From the entries below, gather every line containing the string "position".

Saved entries
○ ○ ○

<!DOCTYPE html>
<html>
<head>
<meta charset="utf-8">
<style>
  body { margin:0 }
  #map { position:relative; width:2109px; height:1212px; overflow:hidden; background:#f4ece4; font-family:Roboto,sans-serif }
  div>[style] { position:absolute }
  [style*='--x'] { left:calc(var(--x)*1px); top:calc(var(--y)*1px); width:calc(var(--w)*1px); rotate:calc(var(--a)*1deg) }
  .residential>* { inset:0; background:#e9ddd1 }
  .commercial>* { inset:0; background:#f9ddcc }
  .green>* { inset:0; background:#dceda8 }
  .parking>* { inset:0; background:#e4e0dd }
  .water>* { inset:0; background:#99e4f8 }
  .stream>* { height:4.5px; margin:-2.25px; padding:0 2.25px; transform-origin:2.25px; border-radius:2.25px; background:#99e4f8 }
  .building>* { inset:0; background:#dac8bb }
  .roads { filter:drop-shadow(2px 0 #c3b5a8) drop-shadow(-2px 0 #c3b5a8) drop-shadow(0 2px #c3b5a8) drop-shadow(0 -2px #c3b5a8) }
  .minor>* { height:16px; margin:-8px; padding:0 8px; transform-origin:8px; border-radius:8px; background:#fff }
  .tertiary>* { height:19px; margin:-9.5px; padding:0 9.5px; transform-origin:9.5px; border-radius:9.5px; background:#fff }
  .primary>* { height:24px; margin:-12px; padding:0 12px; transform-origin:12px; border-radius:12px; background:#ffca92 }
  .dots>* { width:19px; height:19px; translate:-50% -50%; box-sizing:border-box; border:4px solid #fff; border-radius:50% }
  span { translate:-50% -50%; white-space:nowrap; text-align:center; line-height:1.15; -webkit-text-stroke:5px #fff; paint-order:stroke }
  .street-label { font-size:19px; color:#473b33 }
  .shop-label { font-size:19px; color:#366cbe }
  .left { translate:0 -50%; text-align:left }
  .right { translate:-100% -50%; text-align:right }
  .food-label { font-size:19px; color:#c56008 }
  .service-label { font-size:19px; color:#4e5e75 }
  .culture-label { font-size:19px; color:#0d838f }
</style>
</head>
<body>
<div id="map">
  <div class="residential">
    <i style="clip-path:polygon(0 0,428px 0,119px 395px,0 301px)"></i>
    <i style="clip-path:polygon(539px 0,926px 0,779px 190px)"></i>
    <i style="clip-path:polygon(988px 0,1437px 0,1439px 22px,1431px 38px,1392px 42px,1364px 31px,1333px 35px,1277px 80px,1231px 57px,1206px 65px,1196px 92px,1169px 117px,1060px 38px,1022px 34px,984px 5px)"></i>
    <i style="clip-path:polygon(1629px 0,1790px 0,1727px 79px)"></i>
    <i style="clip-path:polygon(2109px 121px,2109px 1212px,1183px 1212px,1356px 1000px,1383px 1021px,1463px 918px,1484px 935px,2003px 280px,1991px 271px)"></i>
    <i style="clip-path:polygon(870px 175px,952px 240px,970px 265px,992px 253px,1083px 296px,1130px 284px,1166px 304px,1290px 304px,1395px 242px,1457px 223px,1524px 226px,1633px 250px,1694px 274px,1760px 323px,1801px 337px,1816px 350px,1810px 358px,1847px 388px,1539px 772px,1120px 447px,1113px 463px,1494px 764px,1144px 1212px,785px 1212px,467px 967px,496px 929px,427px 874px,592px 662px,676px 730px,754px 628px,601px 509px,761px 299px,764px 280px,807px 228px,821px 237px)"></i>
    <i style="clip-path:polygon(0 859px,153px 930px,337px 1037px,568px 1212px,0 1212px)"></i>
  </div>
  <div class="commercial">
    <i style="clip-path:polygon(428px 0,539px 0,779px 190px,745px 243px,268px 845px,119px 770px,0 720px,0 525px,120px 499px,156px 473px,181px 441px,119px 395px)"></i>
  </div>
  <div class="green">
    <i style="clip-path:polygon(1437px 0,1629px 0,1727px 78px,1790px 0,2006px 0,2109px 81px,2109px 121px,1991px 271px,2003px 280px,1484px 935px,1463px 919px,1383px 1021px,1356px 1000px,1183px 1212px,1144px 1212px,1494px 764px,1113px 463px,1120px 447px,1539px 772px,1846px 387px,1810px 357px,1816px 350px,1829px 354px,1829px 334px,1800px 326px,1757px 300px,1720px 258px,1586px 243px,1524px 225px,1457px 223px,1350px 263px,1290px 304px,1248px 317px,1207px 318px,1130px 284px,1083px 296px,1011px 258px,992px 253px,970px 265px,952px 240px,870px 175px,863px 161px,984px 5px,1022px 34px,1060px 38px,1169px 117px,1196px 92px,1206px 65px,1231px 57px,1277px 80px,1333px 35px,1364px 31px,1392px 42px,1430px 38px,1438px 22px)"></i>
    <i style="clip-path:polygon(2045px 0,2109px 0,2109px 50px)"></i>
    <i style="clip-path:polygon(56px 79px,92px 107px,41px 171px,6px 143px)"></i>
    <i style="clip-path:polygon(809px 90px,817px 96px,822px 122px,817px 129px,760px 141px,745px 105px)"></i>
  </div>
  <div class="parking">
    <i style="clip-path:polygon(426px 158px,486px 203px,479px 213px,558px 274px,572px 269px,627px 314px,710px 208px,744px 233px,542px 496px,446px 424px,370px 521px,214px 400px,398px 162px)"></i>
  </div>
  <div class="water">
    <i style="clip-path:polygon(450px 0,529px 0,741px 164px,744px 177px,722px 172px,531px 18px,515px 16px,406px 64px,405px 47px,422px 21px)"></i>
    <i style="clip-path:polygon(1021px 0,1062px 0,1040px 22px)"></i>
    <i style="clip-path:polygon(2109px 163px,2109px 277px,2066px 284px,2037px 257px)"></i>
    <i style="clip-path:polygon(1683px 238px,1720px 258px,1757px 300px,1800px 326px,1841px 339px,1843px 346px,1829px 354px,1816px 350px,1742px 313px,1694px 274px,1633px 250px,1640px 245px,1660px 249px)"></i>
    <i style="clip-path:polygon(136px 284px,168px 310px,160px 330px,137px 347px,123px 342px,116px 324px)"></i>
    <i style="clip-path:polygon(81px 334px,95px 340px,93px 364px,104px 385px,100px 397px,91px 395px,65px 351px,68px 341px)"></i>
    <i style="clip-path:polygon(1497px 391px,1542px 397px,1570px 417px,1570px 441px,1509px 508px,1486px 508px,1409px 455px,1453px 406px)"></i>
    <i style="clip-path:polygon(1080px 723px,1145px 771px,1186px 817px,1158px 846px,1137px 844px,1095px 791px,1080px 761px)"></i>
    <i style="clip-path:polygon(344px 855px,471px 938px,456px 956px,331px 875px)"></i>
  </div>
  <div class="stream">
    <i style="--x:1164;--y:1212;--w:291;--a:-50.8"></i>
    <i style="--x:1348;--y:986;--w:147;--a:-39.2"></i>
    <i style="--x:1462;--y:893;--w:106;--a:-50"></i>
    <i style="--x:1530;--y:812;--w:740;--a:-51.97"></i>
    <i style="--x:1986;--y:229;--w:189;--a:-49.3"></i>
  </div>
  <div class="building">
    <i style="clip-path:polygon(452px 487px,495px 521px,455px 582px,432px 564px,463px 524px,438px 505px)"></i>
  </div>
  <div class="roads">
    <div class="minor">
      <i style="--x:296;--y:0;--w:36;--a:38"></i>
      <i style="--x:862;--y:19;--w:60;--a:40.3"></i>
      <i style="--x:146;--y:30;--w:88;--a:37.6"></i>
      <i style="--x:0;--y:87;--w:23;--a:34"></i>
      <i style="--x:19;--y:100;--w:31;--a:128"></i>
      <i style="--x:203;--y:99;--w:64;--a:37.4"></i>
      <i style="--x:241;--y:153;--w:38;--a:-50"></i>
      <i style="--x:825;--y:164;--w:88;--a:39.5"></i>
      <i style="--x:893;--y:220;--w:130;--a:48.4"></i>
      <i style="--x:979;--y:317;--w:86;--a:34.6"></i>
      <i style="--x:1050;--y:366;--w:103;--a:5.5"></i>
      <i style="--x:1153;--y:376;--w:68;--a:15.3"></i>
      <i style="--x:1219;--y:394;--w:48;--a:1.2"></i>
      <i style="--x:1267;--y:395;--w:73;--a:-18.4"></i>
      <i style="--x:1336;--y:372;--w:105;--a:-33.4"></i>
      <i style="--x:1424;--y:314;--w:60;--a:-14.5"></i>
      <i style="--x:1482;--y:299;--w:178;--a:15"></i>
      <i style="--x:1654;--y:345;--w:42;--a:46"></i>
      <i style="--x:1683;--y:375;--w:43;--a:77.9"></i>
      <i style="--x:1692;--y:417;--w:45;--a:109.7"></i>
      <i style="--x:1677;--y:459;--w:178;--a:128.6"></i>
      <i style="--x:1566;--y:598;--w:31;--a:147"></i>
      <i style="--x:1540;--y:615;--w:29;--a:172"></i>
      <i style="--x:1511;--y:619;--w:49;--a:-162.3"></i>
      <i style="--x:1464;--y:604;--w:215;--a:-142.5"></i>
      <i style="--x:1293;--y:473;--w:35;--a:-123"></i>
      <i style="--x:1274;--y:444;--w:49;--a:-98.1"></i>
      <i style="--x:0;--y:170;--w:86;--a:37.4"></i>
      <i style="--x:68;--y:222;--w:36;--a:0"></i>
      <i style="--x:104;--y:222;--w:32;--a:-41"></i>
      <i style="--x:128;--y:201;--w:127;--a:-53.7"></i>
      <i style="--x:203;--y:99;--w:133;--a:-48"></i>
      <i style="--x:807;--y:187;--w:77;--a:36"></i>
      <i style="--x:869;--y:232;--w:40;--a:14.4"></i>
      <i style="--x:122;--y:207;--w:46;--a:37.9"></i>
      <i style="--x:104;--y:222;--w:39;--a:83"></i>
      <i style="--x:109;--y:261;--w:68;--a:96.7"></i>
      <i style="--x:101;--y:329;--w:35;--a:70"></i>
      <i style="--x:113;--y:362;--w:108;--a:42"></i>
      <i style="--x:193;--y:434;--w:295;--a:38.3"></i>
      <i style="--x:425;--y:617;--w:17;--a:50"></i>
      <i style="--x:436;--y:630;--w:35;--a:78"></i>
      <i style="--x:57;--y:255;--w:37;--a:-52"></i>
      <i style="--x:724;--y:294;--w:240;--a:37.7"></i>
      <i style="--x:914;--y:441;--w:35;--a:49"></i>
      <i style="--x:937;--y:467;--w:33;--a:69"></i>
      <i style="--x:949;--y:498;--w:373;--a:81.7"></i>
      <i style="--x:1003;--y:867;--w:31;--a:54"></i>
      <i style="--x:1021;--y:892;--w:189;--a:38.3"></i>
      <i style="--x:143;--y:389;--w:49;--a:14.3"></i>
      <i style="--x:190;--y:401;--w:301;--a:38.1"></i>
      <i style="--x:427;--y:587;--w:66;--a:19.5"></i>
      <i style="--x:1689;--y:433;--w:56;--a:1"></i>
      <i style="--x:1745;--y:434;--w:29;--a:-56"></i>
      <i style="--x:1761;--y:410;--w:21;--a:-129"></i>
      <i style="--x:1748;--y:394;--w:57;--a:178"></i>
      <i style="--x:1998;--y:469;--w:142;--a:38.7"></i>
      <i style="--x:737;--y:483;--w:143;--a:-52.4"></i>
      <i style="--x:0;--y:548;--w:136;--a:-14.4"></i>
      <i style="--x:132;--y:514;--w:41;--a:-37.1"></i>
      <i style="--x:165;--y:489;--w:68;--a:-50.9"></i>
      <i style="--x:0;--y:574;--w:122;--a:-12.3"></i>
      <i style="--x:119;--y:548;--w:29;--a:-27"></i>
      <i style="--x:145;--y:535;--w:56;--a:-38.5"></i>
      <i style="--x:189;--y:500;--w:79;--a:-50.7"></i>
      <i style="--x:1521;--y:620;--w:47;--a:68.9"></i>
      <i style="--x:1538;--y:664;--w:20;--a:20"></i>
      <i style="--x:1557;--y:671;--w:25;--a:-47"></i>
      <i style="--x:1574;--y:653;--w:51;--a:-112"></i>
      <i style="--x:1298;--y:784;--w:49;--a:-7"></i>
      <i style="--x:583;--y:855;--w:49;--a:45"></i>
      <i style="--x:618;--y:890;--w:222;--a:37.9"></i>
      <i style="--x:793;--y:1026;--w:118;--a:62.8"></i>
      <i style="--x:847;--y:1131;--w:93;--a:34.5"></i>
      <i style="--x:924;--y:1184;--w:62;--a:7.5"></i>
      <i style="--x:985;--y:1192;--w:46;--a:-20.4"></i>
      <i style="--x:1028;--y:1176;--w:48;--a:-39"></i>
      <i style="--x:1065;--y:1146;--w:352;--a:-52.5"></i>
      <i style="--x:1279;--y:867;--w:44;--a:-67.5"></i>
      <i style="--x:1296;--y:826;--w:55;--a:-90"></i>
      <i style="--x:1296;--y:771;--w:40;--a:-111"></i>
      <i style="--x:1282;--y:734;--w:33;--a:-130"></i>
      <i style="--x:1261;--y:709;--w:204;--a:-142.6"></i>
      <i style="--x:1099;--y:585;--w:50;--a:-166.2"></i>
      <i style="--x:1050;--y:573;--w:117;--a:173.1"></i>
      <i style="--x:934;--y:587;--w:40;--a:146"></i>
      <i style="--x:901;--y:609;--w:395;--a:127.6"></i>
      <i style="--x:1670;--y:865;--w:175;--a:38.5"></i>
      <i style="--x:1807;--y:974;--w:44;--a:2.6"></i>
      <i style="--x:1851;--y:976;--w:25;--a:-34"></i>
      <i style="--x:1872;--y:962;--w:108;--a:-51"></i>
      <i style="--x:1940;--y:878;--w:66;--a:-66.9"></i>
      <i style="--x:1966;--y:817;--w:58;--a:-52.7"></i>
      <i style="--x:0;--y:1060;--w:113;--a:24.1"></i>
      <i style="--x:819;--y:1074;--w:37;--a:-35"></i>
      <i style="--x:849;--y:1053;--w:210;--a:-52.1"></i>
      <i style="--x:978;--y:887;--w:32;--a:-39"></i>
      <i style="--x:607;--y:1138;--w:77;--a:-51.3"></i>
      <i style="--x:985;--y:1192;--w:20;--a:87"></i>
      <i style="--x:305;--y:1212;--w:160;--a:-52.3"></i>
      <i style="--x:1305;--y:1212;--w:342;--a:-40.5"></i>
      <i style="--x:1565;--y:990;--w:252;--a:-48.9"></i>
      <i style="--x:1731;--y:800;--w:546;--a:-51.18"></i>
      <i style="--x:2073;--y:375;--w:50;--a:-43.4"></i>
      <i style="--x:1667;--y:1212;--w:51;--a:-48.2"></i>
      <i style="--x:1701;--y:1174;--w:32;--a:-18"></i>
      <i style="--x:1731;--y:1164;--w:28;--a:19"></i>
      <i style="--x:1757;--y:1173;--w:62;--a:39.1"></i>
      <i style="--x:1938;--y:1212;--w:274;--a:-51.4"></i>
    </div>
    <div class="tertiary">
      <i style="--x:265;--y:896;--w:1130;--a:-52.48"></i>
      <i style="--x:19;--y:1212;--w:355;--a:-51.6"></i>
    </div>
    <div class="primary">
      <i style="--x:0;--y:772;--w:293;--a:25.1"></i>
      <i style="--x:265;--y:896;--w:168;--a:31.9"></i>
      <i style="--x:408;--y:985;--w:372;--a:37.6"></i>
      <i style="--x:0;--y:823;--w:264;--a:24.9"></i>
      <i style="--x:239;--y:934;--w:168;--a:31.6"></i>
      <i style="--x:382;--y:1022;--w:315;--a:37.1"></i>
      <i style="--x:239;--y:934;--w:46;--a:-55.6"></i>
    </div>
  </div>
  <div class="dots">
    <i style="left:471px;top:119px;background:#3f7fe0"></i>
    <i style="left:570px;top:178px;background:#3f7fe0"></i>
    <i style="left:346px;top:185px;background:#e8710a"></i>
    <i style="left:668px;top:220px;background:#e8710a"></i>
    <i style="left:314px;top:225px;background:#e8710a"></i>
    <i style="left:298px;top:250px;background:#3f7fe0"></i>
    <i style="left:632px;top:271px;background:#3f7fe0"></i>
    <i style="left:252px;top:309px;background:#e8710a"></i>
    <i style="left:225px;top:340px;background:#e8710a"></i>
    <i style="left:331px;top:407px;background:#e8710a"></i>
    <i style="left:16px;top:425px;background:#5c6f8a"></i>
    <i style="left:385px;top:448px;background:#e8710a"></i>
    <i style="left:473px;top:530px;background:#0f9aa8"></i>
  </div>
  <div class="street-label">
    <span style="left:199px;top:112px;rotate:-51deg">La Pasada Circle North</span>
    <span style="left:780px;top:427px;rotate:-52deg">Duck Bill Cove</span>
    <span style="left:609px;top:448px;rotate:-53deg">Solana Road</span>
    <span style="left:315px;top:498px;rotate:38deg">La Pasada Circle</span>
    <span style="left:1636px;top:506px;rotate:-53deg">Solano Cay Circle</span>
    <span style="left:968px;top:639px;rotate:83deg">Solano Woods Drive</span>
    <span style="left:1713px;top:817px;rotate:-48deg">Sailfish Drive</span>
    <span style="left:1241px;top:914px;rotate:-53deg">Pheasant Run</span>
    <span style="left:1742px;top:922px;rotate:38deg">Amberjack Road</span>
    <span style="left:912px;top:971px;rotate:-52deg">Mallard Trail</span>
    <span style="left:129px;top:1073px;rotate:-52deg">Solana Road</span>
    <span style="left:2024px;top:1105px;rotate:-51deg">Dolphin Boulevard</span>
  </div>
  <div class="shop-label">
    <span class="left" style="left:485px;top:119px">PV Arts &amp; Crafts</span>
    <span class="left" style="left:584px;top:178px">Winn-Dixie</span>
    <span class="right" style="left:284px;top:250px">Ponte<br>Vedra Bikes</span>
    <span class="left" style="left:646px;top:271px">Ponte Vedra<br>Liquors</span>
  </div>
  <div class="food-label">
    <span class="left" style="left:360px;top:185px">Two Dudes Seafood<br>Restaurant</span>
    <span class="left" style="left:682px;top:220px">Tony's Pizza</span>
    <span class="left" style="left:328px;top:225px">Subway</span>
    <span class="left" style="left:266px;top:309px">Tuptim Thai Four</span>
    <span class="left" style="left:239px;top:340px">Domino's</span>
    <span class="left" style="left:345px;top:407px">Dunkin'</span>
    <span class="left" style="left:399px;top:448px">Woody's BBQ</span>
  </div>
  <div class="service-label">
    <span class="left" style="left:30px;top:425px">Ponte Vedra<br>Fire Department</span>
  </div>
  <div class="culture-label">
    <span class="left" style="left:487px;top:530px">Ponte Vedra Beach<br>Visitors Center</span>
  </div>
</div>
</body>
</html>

○ ○ ○

SOLUTION BELOW
  #map { position:relative; width:2109px; height:1212px; overflow:hidden; background:#f4ece4; font-family:Roboto,sans-serif }
  div>[style] { position:absolute }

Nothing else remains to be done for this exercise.